THE PROBLEM
Return all lines from the listing below that include the word "function".

GIVEN DATA

:::

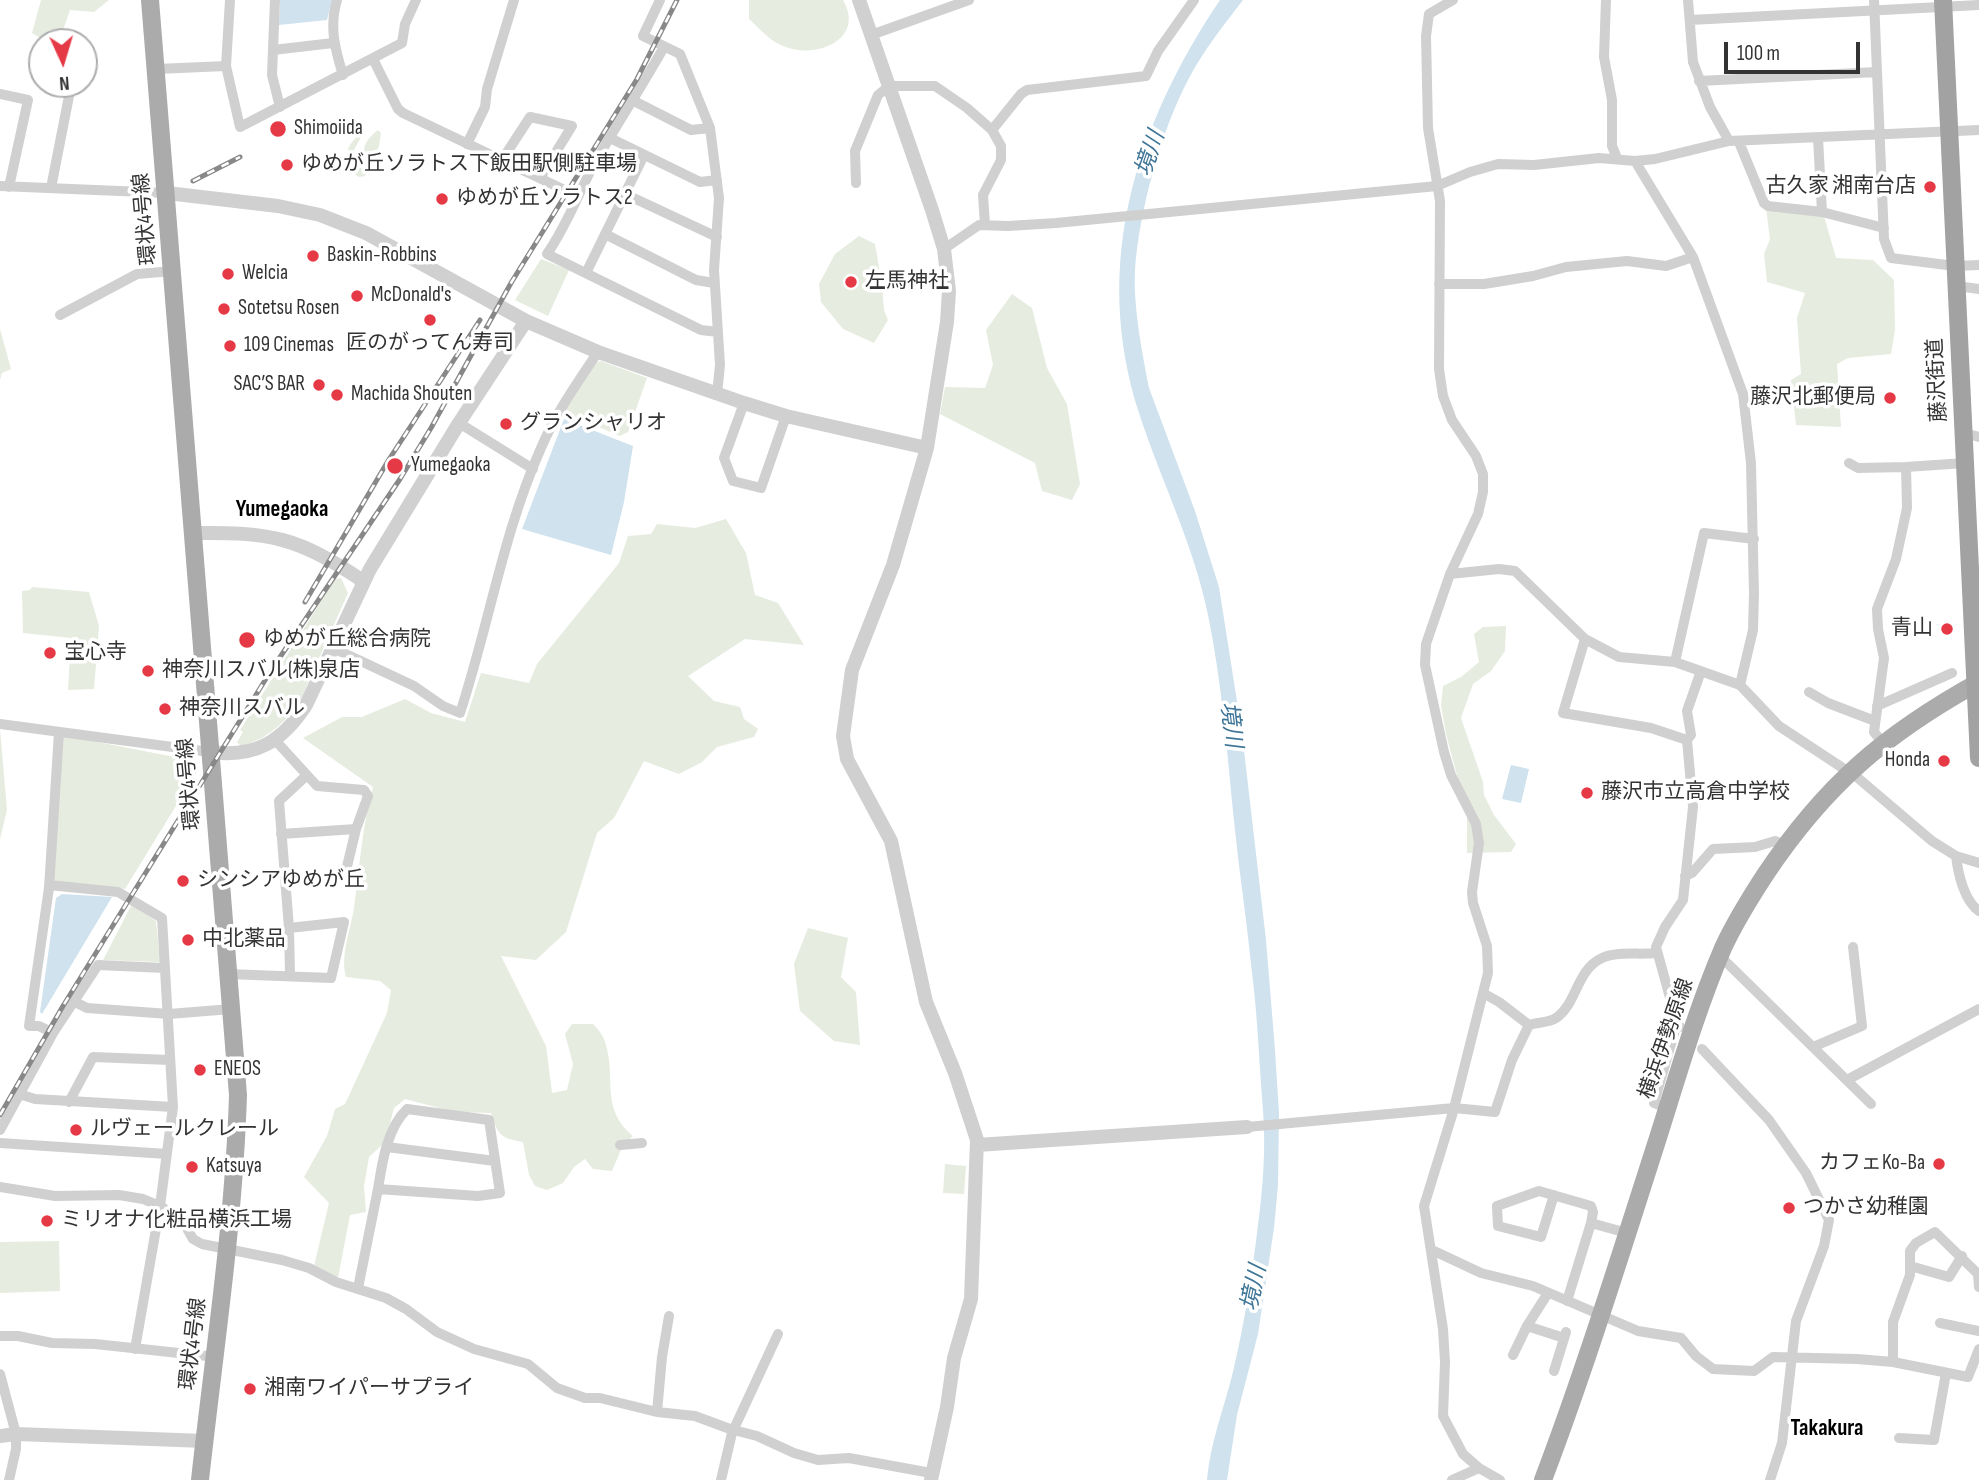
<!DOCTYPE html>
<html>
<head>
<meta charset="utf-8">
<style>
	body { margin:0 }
	#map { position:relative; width:1979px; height:1480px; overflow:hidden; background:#fff; font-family:"Sofia Sans Condensed",sans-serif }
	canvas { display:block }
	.north { position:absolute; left:28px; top:28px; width:70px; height:70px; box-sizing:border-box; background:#fff; border:2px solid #adadad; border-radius:50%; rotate:176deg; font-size:19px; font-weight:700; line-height:28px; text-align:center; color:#333 }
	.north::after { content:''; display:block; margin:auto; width:24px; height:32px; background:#e63946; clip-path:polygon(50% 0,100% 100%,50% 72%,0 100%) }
	.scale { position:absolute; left:1724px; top:42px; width:136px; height:32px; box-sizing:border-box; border:4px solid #333; border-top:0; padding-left:9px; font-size:21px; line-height:24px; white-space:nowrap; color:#333; -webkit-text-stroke:5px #fff; paint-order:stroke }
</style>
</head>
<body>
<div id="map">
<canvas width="1979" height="1480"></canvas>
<div class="north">N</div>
<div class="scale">100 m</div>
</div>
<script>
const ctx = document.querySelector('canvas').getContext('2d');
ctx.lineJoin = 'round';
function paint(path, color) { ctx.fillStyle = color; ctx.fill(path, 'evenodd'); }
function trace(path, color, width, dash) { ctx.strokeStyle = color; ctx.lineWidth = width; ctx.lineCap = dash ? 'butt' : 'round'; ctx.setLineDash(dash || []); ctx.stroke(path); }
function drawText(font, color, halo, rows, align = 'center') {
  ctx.font = font + ' "Sofia Sans Condensed","Noto Sans JP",sans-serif'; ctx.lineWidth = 7; ctx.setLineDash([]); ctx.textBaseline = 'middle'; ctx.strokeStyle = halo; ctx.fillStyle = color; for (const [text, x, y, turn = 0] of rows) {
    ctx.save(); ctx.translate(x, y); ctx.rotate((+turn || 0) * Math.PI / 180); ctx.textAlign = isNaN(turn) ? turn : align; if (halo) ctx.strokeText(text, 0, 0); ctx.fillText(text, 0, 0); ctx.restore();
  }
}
paint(new Path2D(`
	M 41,0 L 109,0 L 94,12 L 70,10 L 59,42 L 47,42 L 32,33 Z
	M 749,0 L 843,0 C 866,40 815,60 783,46 C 770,41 759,28 749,19 Z
	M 378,130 L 381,133 L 379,146 L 373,159 L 368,159 C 359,148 368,138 378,130 Z
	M 363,133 L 354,150 L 359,164 L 367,171 L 365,176 L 359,177 C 341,164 344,143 363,133 Z
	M 1766,208 L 1824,216 L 1836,258 L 1873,260 L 1894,280 L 1895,330 L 1891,354 L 1848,358 L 1837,364 L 1841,427 L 1796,425 L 1791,380 L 1801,374 L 1797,318 L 1805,293 L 1767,282 L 1764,254 L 1770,239 Z
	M 859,236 L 875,244 L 882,285 L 884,310 L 888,320 L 874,343 L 843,329 L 821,302 L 819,284 L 835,254 Z
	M 541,259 L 569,270 L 548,316 L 515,300 Z
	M 1012,294 L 1032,308 L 1047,368 L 1067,404 L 1080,484 L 1072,500 L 1042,491 L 1035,463 L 940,414 L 945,387 L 985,388 L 993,365 L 986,330 Z
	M 0,329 L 11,369 L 2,373 L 0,380 Z
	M 601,361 L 647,378 L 628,432 L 620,436 L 563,412 L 594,364 Z
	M 726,519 L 746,553 L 755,595 L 778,603 L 804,645 L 745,639 L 688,676 L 714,701 L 740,707 L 744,719 L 758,729 L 754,737 L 717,747 L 702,762 L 679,774 L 644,761 L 614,818 L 597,833 L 566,932 L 536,960 L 501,956 L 546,1046 L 552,1093 L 567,1090 L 573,1064 L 565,1034 L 572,1024 L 593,1024 C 598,1029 603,1035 605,1042 C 617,1077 599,1108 633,1136 L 623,1145 L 612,1171 L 593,1169 L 585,1159 L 574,1167 L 563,1183 L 547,1190 L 535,1186 L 529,1175 L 523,1142 C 500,1138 498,1135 491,1113 L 455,1112 L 405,1099 L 394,1108 L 385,1142 L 369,1157 L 364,1186 L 366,1212 L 350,1215 L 338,1278 L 314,1266 L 329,1203 L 304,1177 L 327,1136 L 335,1109 L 345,1104 L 387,1013 L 391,990 L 380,981 L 346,977 C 340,954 351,930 354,907 C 360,866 362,826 373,787 L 303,738 L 342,717 L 362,717 L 405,699 L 431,713 L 465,722 L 481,673 L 529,683 L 537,664 L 619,563 L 628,536 L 651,534 L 657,524 L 695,528 Z
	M 341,578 L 348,593 L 301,699 C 286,722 268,739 241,746 L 237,742 L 243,732 L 240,730 L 335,579 Z
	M 32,587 L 89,592 L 99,626 L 94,689 L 68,690 L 71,638 L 23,633 L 22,591 L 30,590 Z
	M 1506,626 L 1505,651 L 1491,671 L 1473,684 L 1461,718 L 1483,782 L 1484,795 L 1494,815 L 1516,844 L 1511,852 L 1467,853 L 1467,813 L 1446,734 L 1441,705 L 1443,686 L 1461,677 L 1479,662 L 1474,634 L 1483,627 Z
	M 0,729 L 7,810 L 0,839 Z
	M 62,735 L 195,761 L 198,770 L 125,889 L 53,882 Z
	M 132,904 L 156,921 L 160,962 L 103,960 Z
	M 808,928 L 848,938 L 841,977 L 856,992 L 860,1045 L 834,1041 L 800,1011 L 794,964 Z
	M 945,1164 L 966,1166 L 964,1194 L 943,1193 Z
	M 59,1241 L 60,1291 L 0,1293 L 0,1242 Z`), '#e6ecdf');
paint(new Path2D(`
	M 280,0 L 332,0 L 327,20 L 279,25 Z
	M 1220,0 L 1243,0 C 1223,26 1203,51 1188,80 C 1161,131 1139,212 1135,270 C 1133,306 1142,352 1149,388 L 1195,511 L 1219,587 L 1242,733 L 1266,940 L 1275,1050 L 1279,1113 L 1278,1185 L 1274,1228 L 1258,1334 L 1237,1415 L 1227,1480 L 1207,1480 C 1210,1444 1223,1411 1232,1376 C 1244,1326 1252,1276 1258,1225 C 1263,1187 1266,1148 1263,1110 C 1259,1065 1258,1019 1252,973 C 1247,922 1239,871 1234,821 C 1227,752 1222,683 1208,615 C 1194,545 1161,481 1139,413 C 1091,264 1136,125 1220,0 Z
	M 564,419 L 633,446 L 624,502 L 611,555 L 522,529 Z
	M 1511,765 L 1529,769 L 1521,803 L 1502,799 Z
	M 62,894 L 112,897 L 42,1014 L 40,1012 L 56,898 Z`), '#cfe2ee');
trace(new Path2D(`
	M 230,0 L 226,66 L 240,127 L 402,43 L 405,24 L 416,0
	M 275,0 L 272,75 L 280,107
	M 337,0 C 329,27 335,49 343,75
	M 660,0 L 643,36 L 680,54 L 710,128 L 719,198 L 714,270 L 720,365 L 717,394
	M 1453,0 L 1429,14 L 1426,36 L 1428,128 L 1440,201 L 1439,369 L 1443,396 L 1452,420 L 1476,456 L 1483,474 L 1483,492 L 1478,514 L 1450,574 L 1426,644 L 1425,665 L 1444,752 L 1451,775 L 1476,824 L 1479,843 L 1472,892 L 1473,903 L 1487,946 L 1488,973 L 1453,1112 L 1424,1206 L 1443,1329 L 1445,1362 L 1443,1416 L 1463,1454 L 1479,1468 L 1500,1480
	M 1606,0 L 1604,57 L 1612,100 L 1612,146 L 1617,158
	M 1688,0 L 1693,62 L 1710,107 L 1729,141
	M 1874,0 L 1884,239 L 1891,258 L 1955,266 L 1979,265
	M 1690,20 L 1979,5
	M 871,35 L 969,0
	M 664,47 C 641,88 615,127 592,168 C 577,197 566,227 547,254 L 701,330 L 718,332
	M 273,50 L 333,43
	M 373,59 L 398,109 L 403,113 L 577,196
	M 157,69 L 226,66
	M 1699,81 L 1877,72
	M 0,94 L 28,100 L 9,187
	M 634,101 L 691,130 L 710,128
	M 992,130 L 1021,94 L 1027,90 L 1146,76 L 1158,51 L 1194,0
	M 610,138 L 700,182 L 717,180
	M 1818,138 L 1822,212
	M 1739,142 L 1764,203 L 1768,206 L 1822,212 L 1884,228
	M 467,144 L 485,107 L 487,89 L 514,0
	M 502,160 L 530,117 L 572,126 L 540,178
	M 1635,161 L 1693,257 L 1743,394 L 1751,463 L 1754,594 L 1753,630 L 1740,685
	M 856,183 L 855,151 L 878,95 L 889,86 L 935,86 L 967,108 L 992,130 L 1001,146 L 1001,160 L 983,195 L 985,225
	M 0,186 L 167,193
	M 51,188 L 70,91
	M 625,194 L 717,237
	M 605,234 L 696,280 L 714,283
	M 944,249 L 979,225 L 1008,226 L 1056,223 L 1437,186 L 1470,172 L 1498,164 L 1534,165 L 1599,158 L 1635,161 L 1655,159 L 1729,141 L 1979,130
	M 586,273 L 644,155
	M 1439,284 L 1484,284 L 1533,276 L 1566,267 L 1627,261 L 1666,266 L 1693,257
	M 1957,286 L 1979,289
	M 60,315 L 137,274 L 173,271
	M 744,403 L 724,458 L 733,481 L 761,488 L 786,416
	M 459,423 L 533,469
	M 1964,433 L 1979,437
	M 1849,463 L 1858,468 L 1906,467 L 1907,508 L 1896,559 L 1877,609 L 1878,629 L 1884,658 L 1874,732 L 1883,743
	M 1906,467 L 1965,463
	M 1450,574 L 1499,569 L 1515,571 L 1585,639 L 1619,657 L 1675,662 L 1740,685 L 1779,726 L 1858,778 L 1932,841 L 1956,856 C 1958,873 1964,901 1979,911
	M 1585,639 L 1563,713 L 1651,728 L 1687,740 L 1693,807 L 1683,900 L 1665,927 L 1656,947 L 1677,1023 L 1680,1027
	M 333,648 L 414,686 L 443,706 L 460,713 C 489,625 503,533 541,448 C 556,413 577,383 598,352
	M 1675,662 L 1704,533 L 1754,539
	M 1809,692 L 1828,703 L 1875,721
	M 1877,706 L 1952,673
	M 0,724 L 210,752
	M 275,740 L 317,786 L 364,790 L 368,796 L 356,829 L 345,875 L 285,880
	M 1687,740 L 1691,735 L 1687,711 L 1701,671
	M 281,834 L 356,829
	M 1956,856 L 1979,863
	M 1685,876 L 1692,873 L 1713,849 L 1755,847 L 1775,841 L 1785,845
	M 49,885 L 118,892 L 162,918 L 173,1107 L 160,1206 L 135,1349
	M 1720,956 L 1871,1104
	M 228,974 L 331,978 L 344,922 L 289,928
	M 290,976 L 289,928 L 279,801 L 307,775
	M 1483,993 L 1499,1002 L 1529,1025
	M 75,1002 L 87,1008 L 169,1014 L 231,1009
	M 53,1033 L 39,1026 L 29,1026 L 49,888 L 59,732
	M 1813,1047 L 1862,1026 L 1853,947
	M 1702,1049 L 1769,1120 L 1806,1173 L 1829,1220 L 1824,1246 L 1796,1321 L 1782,1443 L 1770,1480
	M 1847,1080 L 1979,1009
	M 19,1094 L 35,1099 L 173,1107
	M 69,1102 L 93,1057 L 170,1060
	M 1668,1108 L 1654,1103 L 1677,1023
	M 1247,1127 L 1454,1108 L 1495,1112 L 1512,1060 L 1529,1025 C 1538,1022 1548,1023 1556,1018 C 1577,1004 1576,970 1602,958 C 1618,951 1639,955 1656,953
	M 0,1130 L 53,1033 L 98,965 L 165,968
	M 0,1143 L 167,1154
	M 620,1145 L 642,1143
	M 387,1147 L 495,1161
	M 0,1187 L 55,1196 L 119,1195 L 143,1199 L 160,1206 L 175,1215 L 184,1223 L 193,1239 L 202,1244 L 282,1260 L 309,1268 L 336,1282 L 386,1298 L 406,1309 L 437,1332 L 474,1349 L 528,1364 L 557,1388 L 585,1398 L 600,1398 L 657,1412 L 695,1416 L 730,1429 L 757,1436 L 794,1453 L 818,1460 L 849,1458 L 931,1473
	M 1554,1195 L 1541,1237 L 1498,1226 L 1497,1206 L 1539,1191 L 1591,1206 L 1593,1212 L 1591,1223 L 1567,1301
	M 1591,1223 L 1627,1233
	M 1432,1250 L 1481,1273 L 1533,1286 L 1638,1331 L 1681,1338 L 1696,1356 L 1713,1369 L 1754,1371 L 1773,1357 L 1857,1359 L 1893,1362 L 1968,1377 L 1979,1349
	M 1910,1266 L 1949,1277 L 1962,1256
	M 358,1288 L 378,1189 L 478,1196 L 500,1193 L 489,1120 L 407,1109 C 387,1128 382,1163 378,1189
	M 1940,1323 L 1979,1331
	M 1527,1326 L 1564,1338
	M 0,1336 L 18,1336 L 52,1343 L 95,1344 L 216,1357
	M 1513,1355 L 1527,1326 L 1548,1293
	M 1893,1362 L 1893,1322 L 1910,1275 L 1910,1251 L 1916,1243 L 1935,1232 L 1978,1274 L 1979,1287
	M 1554,1371 L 1566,1332
	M 0,1374 L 16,1434 L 16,1449 L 9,1480
	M 657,1412 L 662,1357 L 669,1316
	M 1899,1438 L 1934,1440 L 1946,1373
	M 721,1480 L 732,1433 L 778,1334
	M 1452,1480 L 1479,1468`), '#d0d0d0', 10);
trace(new Path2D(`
	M 859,0 L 932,210 L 944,249 L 949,291 L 947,322 L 927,448 L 893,565 L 852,670 L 843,736 L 847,759 L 891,841 L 926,1002 L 955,1073 L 977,1140 L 971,1299 L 954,1358 L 947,1407 L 931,1480
	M 167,193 L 278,206 L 320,215 L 366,233 L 526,321 L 598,352 L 744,403 L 786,416 L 927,448
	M 193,533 C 272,532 297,537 363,581
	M 210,752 C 255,758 282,742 306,705 L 370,569 L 459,423 L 526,321
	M 977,1145 L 1247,1127
	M 0,1436 L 16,1434 L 205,1441`), '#d0d0d0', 14);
trace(new Path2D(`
	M 150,0 L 238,1095 C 234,1224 214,1352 200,1480
	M 1543,1480 C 1585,1369 1620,1256 1656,1144 C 1677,1078 1696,1011 1723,948 C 1735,922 1750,898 1765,875 C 1825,785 1885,734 1979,682`), '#ababab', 18);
trace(new Path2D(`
	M 1943,0 L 1979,758`), '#a2a2a2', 18);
const rail = new Path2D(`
	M 193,181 L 240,157
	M 305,602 L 388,461 L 480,320
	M 0,1115 L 63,1006 L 272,669 L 400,479 L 431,428 L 511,283 L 637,79 L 677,0`);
trace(rail, '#888', 5);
trace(rail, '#fff', 2.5, [8]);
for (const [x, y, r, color] of [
	[278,129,9,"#e63946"],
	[287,165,7,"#e63946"],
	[1930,187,7,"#e63946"],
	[442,199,7,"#e63946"],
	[313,256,7,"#e63946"],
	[228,274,7,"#e63946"],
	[851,282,7,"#e63946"],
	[357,296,7,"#e63946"],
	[224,309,7,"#e63946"],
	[430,320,7,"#e63946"],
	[230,346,7,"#e63946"],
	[319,385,7,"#e63946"],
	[337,395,7,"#e63946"],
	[1890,398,7,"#e63946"],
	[506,424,7,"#e63946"],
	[395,466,9,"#e63946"],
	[1947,629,7,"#e63946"],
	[247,640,9,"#e63946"],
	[50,653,7,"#e63946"],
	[148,671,7,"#e63946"],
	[165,709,7,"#e63946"],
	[1944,761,7,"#e63946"],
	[1587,793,7,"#e63946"],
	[183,881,7,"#e63946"],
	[188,940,7,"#e63946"],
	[200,1070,7,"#e63946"],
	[76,1130,7,"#e63946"],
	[1939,1164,7,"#e63946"],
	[192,1167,7,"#e63946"],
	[1789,1208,7,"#e63946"],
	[47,1221,7,"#e63946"],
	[250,1389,7,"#e63946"]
]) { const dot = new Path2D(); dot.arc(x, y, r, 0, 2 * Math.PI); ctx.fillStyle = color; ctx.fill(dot); trace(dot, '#fff', 2.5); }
drawText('21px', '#333', '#fff', [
	["Shimoiida",294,129],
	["ゆめが丘ソラトス下飯田駅側駐車場",301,165],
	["古久家 湘南台店",1916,187,"right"],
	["ゆめが丘ソラトス2",456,199],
	["Baskin-Robbins",327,256],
	["Welcia",242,274],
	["左馬神社",865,282],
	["McDonald's",371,296],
	["Sotetsu Rosen",238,309],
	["匠のがってん寿司",430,344,"center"],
	["109 Cinemas",244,346],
	["SAC’S BAR",305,385,"right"],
	["Machida Shouten",351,395],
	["藤沢北郵便局",1876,398,"right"],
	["グランシャリオ",520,424],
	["Yumegaoka",411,466],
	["青山",1933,629,"right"],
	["ゆめが丘総合病院",263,640],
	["宝心寺",64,653],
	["神奈川スバル(株)泉店",162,671],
	["神奈川スバル",179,709],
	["Honda",1930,761,"right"],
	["藤沢市立高倉中学校",1601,793],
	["シンシアゆめが丘",197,881],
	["中北薬品",202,940],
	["ENEOS",214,1070],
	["ルヴェールクレール",90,1130],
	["カフェKo-Ba",1925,1164,"right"],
	["Katsuya",206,1167],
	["つかさ幼稚園",1803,1208],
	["ミリオナ化粧品横浜工場",61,1221],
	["湘南ワイパーサプライ",264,1389]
], 'left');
drawText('21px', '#333', '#fff', [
	["環状4号線",146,219,-95],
	["藤沢街道",1938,380,-93],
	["環状4号線",190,784,-95],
	["横浜伊勢原線",1667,1039,-71],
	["環状4号線",194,1344,-83]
]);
drawText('italic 23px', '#3f7597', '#fff', [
	["境川",1151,154,-71],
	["境川",1230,725,83],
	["境川",1255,1288,-78]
]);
drawText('bold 23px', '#000', '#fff', [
	["Yumegaoka",282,510],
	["Takakura",1827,1429]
]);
</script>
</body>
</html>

:::

COMPLETED TASK
function paint(path, color) { ctx.fillStyle = color; ctx.fill(path, 'evenodd'); }
function trace(path, color, width, dash) { ctx.strokeStyle = color; ctx.lineWidth = width; ctx.lineCap = dash ? 'butt' : 'round'; ctx.setLineDash(dash || []); ctx.stroke(path); }
function drawText(font, color, halo, rows, align = 'center') {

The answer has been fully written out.